[EXERCISE BRIEF] Could you set down exactly the lines of the data below, starting at the one that holds "function stroke(path, color, width, dash)" and ending at the one that holds "function write(font, color, halo, rows, align", both included, and only those?

(Collected data entries)
.....

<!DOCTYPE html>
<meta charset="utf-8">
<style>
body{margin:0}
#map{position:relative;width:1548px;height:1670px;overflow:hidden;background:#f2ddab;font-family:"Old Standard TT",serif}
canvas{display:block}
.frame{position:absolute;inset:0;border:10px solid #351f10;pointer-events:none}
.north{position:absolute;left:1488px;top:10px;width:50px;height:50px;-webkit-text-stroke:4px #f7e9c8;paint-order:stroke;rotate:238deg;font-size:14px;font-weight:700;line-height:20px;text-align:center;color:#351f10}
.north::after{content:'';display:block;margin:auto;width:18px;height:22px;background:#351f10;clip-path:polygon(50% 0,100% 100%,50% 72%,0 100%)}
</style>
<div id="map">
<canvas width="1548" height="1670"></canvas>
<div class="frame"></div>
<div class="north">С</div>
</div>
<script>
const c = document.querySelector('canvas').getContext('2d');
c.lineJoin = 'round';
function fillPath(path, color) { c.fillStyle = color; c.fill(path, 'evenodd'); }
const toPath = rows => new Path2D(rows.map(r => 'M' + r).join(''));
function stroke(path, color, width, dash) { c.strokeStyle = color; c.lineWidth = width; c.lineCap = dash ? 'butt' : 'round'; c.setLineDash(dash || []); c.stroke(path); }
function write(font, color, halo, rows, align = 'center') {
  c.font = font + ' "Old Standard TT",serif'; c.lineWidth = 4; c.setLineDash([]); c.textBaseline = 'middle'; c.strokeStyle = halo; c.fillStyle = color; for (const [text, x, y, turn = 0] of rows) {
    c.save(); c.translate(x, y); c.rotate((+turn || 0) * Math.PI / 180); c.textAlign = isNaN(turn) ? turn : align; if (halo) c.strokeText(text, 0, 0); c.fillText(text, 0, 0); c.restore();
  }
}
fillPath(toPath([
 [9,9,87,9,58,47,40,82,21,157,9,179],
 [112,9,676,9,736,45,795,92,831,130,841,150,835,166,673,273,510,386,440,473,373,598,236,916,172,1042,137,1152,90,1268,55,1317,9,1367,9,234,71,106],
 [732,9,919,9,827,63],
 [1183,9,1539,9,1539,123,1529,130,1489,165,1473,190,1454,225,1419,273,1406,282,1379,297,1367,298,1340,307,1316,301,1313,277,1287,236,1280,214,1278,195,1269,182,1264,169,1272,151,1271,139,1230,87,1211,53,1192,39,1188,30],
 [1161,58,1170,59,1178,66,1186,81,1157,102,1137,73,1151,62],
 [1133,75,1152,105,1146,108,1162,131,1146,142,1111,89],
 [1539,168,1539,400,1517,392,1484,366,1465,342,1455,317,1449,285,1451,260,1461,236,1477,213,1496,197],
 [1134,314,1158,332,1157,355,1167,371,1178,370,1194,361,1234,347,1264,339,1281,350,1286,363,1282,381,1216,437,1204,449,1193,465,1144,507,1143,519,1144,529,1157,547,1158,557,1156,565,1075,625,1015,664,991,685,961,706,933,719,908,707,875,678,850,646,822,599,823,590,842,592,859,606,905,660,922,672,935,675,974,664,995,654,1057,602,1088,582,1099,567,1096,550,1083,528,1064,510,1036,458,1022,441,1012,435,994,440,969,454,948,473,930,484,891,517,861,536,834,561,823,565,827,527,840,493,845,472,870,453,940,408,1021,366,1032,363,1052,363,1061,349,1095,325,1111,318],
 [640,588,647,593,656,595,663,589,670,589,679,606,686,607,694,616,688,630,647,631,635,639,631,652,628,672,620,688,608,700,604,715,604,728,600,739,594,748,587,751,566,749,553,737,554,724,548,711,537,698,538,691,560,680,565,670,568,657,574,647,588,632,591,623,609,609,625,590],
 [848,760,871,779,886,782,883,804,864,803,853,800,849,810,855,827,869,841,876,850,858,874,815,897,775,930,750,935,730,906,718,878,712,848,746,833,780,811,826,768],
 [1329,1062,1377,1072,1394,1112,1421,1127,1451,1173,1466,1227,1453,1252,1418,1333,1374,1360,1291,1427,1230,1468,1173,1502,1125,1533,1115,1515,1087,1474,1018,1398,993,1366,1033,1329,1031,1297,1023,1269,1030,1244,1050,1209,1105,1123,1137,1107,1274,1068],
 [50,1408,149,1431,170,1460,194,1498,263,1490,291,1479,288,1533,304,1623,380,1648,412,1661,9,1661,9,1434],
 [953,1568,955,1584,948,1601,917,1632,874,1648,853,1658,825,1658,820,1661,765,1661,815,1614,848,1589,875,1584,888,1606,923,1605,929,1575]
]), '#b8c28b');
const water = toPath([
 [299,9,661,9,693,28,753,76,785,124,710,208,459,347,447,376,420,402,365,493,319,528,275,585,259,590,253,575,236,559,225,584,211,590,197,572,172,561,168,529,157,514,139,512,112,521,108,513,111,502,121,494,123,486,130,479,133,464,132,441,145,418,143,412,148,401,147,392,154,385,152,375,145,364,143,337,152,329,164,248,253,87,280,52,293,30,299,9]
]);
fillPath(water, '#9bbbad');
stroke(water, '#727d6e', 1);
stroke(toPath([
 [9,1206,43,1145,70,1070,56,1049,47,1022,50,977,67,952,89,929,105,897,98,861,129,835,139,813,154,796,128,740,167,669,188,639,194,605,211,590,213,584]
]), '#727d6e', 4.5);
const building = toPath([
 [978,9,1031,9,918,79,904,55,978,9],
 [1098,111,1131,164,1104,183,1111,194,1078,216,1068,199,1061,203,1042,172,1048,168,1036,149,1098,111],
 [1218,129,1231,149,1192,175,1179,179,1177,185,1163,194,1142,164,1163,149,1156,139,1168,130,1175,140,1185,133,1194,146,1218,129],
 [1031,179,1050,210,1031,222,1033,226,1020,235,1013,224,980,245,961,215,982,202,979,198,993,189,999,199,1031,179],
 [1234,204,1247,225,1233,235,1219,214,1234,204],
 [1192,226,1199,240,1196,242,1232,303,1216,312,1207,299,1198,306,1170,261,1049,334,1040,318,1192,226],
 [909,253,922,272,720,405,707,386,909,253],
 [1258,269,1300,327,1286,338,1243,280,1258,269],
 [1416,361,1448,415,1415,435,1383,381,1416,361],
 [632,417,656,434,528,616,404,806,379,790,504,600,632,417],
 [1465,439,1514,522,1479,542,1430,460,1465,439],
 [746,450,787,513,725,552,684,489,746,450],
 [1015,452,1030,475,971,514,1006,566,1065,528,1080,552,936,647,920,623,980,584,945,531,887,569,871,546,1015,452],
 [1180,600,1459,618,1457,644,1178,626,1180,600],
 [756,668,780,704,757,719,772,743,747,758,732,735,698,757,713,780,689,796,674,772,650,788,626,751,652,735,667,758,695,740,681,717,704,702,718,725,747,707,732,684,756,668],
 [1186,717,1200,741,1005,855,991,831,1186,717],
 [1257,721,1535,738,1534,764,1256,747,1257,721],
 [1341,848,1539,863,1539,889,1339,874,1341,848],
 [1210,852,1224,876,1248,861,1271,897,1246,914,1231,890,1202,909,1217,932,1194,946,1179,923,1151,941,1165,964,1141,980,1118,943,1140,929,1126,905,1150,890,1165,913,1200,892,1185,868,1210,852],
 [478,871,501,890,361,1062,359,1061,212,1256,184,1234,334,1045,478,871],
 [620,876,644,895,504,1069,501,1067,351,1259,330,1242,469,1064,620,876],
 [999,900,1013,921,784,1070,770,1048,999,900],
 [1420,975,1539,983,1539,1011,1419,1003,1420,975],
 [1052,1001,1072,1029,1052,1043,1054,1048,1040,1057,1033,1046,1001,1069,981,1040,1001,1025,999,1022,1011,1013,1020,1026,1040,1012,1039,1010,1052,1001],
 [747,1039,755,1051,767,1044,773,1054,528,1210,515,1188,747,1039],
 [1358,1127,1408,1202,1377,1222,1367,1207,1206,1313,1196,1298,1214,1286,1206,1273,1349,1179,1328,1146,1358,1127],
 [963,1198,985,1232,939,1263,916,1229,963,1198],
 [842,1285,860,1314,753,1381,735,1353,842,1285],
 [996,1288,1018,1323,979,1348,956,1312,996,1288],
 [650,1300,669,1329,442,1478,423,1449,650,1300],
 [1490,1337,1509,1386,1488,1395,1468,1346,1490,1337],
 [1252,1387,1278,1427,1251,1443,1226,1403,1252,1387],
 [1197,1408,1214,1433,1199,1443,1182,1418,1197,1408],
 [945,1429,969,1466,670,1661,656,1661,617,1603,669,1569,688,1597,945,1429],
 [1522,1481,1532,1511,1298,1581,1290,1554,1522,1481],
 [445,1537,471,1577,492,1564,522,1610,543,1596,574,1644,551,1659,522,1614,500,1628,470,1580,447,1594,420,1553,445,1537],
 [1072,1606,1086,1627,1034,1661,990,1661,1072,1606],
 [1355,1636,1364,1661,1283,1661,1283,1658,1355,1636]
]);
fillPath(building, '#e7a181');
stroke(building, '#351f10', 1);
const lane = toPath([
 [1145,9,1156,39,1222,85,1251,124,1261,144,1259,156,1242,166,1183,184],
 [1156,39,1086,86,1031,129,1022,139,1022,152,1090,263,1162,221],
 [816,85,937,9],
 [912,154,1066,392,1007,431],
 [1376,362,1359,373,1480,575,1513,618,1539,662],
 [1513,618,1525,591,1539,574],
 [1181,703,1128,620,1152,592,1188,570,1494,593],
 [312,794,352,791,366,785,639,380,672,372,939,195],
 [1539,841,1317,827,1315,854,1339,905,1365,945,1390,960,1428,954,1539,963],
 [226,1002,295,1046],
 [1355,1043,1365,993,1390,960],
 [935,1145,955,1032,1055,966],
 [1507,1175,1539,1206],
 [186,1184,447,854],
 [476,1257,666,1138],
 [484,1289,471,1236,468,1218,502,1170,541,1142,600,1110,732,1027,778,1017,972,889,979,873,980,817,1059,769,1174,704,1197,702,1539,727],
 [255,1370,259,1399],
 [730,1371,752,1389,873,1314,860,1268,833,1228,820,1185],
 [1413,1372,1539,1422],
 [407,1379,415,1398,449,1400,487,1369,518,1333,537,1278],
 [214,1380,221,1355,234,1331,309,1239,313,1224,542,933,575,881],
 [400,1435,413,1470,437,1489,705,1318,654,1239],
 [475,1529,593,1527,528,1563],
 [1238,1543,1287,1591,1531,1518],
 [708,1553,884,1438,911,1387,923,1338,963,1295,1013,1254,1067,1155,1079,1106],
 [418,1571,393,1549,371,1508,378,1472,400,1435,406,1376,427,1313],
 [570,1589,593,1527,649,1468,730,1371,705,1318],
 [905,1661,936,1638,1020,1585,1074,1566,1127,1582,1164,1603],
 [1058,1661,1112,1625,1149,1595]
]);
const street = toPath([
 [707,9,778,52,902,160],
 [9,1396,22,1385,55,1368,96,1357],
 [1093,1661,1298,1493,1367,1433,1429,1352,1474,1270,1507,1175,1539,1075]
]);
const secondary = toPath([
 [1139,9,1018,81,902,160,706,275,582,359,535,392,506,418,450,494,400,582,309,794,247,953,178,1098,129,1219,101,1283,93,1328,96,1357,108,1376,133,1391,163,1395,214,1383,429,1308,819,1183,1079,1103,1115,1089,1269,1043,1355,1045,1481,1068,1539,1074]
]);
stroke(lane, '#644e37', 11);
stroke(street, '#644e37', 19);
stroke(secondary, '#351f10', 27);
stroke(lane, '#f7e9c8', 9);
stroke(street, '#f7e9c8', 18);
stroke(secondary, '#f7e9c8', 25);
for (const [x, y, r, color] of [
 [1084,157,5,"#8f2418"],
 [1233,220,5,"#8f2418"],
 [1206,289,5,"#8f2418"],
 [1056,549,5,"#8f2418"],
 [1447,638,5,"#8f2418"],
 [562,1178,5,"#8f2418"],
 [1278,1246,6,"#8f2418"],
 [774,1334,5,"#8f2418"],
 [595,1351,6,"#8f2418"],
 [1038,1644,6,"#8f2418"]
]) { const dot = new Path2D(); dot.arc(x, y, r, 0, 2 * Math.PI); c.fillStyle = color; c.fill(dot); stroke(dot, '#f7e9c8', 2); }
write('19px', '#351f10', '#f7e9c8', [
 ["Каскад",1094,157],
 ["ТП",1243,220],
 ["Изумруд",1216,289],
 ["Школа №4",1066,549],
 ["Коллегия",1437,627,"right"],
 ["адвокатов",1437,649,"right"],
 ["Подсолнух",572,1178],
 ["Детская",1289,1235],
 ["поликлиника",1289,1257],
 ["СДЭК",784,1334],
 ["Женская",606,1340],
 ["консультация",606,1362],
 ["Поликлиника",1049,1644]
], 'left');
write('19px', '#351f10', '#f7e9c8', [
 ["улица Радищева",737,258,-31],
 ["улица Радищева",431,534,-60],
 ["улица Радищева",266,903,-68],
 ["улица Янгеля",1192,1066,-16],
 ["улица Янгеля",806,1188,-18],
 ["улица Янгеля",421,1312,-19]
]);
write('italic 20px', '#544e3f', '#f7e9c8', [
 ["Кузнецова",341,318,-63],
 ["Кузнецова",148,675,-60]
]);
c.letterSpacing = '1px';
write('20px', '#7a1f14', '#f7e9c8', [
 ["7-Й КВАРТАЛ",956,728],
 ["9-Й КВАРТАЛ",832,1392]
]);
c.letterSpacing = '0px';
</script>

.....

[RESULT BELOW]
function stroke(path, color, width, dash) { c.strokeStyle = color; c.lineWidth = width; c.lineCap = dash ? 'butt' : 'round'; c.setLineDash(dash || []); c.stroke(path); }
function write(font, color, halo, rows, align = 'center') {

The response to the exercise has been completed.